Combining periods of protection under employment law
Combining periods of protection under employment law
"Like the employee of the lady who wrote to you last week, I was ill for a long time and, after waiting a month, my employer gave me notice. Once I'd recovered, I came back to serve my notice, but now I've had a sports accident! Am I entitled to an extension of my notice period?
Tristan, Geneva
The employer may not terminate the contract of an employee who is totally or partially unable to work for 30 days during the first year, 90 days from the second to the fifth year and 180 days from the sixth year of service (art. 336c CO). At the end of this period of protection, the employer is entitled to give notice of termination in accordance with the statutory or contractual provisions.
If, once recovered, the employee returns to work and then suffers another incapacity due to illness or accident, he or she will be entitled to a new period of protection against possible dismissal. This is because incapacity for work arising from different causes is not cumulative, so that a new period of protection begins to run in each case. Note that when the same cause (same illness, same accident) leads to various phases of incapacity for work, such relapses do not trigger a new period of protection.

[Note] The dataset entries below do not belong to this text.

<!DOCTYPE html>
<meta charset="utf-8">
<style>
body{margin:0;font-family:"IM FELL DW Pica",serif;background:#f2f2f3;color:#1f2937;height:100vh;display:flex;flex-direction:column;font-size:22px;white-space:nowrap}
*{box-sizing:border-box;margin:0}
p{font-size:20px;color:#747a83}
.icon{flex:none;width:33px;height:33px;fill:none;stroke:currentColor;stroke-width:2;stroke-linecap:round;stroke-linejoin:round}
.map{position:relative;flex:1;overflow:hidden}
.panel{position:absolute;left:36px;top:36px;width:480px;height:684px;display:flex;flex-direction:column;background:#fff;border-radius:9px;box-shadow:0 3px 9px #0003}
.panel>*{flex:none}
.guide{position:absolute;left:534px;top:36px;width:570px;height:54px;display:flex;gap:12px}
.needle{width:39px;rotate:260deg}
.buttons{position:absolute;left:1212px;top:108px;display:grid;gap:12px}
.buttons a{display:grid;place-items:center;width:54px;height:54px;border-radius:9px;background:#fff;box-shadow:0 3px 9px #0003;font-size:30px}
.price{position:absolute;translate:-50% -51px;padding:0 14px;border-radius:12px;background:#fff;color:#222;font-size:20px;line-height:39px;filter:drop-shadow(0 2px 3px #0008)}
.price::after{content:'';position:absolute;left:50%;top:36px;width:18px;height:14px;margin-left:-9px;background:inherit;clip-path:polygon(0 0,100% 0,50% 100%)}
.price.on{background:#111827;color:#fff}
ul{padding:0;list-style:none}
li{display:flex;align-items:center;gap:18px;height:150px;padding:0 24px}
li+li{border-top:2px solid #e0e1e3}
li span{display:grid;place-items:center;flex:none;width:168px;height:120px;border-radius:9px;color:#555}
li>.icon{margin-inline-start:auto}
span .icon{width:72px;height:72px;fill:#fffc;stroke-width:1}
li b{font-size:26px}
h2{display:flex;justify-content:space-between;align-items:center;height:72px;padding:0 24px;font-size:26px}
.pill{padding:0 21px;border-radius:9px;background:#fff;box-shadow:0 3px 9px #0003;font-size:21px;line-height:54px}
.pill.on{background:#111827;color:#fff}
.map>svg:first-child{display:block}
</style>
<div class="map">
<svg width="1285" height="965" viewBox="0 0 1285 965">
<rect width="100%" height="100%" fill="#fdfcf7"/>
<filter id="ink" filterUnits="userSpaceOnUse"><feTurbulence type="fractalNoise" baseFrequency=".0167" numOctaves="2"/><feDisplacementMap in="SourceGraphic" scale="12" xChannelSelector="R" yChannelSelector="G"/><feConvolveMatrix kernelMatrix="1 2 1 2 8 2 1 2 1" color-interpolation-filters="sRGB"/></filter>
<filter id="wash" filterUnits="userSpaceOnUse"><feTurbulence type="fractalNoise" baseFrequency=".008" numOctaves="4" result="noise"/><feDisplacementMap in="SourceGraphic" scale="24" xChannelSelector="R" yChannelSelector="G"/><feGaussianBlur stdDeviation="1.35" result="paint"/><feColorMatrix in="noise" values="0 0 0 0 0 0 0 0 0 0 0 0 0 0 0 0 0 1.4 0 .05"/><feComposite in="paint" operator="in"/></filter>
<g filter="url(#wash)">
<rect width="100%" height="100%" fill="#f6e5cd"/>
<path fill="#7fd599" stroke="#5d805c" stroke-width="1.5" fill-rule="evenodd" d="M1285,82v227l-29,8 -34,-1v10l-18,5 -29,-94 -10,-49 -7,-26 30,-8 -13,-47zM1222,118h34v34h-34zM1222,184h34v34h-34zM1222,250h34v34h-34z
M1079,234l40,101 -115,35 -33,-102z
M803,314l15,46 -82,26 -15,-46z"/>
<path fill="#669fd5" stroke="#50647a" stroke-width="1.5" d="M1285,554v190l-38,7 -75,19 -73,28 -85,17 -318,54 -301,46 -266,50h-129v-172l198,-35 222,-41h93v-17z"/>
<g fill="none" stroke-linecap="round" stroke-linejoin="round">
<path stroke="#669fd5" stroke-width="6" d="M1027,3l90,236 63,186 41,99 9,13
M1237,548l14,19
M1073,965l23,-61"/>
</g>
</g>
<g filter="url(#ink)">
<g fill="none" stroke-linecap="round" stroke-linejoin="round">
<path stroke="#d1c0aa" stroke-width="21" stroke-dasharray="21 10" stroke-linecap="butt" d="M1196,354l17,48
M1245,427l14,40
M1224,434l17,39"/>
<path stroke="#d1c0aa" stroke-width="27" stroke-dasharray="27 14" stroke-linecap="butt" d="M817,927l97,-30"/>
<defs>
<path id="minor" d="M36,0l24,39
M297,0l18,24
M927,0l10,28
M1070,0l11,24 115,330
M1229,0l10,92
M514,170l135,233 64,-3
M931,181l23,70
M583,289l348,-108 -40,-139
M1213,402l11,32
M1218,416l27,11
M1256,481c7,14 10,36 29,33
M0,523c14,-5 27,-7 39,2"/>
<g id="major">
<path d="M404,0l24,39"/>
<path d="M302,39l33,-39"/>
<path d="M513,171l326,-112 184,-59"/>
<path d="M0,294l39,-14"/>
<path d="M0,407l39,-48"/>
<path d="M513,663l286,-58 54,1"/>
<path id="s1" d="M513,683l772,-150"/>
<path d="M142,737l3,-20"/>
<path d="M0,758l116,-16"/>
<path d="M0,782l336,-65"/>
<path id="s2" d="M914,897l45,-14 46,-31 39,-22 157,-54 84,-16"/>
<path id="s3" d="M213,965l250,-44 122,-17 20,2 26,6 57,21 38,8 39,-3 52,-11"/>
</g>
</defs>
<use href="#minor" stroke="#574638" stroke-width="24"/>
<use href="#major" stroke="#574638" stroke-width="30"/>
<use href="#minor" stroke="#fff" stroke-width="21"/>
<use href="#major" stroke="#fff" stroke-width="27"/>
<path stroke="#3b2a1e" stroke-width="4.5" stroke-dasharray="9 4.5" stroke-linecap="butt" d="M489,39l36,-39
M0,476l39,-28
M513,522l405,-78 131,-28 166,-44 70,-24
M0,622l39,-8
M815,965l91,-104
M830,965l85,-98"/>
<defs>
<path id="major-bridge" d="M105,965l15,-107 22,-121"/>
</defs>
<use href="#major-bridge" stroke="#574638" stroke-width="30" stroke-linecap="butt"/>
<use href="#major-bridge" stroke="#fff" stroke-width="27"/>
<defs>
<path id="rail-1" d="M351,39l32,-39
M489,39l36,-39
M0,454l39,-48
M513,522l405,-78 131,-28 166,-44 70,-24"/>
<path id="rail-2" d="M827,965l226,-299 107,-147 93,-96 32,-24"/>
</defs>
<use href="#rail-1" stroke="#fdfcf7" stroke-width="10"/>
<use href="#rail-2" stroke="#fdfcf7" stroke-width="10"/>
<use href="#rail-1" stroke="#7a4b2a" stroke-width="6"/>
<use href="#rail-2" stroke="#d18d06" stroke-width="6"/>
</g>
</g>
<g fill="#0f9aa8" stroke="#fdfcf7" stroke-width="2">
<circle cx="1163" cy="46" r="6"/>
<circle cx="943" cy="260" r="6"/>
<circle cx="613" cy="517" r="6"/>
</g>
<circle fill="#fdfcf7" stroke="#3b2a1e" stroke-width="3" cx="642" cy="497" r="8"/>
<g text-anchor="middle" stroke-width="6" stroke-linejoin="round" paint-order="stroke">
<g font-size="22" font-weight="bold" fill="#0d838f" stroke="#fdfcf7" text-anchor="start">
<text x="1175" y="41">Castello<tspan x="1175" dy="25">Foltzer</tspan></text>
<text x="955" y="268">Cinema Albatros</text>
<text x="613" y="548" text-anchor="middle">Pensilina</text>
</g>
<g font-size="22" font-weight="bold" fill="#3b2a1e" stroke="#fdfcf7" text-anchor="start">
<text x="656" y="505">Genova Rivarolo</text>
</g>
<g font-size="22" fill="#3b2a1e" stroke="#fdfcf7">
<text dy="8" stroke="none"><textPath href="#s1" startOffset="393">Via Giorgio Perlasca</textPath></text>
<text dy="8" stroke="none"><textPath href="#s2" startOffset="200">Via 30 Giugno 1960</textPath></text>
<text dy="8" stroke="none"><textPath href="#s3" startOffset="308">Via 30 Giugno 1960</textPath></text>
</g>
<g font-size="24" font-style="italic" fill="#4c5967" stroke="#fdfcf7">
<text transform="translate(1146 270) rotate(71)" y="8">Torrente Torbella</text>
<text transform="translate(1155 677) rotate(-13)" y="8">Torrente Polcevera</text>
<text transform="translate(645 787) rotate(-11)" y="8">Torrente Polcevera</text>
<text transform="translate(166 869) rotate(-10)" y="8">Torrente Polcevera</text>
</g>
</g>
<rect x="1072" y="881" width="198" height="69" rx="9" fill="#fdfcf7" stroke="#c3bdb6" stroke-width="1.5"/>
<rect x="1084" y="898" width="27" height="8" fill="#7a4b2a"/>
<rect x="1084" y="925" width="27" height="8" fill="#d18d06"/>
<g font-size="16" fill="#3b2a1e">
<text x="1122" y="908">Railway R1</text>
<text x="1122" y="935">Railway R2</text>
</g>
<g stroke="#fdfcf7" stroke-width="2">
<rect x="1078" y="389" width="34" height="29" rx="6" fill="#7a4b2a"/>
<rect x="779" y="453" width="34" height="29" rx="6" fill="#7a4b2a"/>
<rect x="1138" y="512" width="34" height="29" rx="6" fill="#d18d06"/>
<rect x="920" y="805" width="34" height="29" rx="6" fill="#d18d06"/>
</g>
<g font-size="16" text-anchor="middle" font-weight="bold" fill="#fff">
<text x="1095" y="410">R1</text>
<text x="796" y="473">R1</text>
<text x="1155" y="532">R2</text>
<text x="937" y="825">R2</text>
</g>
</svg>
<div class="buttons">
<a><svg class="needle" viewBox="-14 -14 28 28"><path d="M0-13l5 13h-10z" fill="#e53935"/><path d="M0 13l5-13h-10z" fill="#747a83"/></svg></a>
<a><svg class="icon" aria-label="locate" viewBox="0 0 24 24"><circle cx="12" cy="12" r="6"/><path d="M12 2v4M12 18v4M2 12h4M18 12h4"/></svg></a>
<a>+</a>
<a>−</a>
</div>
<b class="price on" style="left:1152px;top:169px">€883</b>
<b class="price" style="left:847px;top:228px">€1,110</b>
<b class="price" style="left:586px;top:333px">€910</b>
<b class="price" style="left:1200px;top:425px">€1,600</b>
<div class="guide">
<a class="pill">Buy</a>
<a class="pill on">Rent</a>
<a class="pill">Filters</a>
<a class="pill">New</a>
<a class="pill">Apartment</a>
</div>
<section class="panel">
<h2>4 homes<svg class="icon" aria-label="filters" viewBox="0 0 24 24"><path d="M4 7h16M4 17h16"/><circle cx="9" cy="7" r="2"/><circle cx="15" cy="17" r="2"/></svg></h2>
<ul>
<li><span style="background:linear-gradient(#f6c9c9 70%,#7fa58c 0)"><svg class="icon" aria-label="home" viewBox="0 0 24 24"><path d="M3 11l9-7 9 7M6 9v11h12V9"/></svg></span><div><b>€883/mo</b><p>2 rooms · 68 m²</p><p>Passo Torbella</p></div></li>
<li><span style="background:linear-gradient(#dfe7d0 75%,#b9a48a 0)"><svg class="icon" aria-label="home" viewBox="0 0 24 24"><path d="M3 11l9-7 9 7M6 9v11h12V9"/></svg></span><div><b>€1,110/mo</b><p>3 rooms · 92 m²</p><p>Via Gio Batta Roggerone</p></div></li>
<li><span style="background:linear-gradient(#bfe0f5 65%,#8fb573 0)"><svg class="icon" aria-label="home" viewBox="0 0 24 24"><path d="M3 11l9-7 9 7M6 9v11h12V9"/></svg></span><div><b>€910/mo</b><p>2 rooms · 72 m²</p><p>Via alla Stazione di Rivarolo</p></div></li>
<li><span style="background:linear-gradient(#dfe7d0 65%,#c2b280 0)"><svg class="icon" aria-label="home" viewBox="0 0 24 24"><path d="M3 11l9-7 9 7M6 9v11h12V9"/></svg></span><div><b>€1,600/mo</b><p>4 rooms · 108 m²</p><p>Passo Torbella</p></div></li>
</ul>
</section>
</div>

If the employer serves notice of termination but the employee receives it while already within a new period of protection, the notice will simply be null and void and will have no effect. If, on the other hand, the employee becomes unable to work again after having received the notice of termination of his contract, his notice period will be suspended until the expiry of the new protection period. Note that if the contractual deadline thus extended falls on a date other than the end of a month, the term of the contract will be extended to the end of that month.
It should also be pointed out that being in a period of protection against leave does not necessarily mean that the employee is guaranteed to receive his or her salary. This will depend on whether the employee has loss of earnings insurance, as such cover is generally valid for two years. If this is not the case, the guarantee of salary entitlement in the event of inability to work is shorter than the period of protection against dismissal! For example, the employer is only obliged to pay wages for 3 weeks during the first year and only 1 month during the second.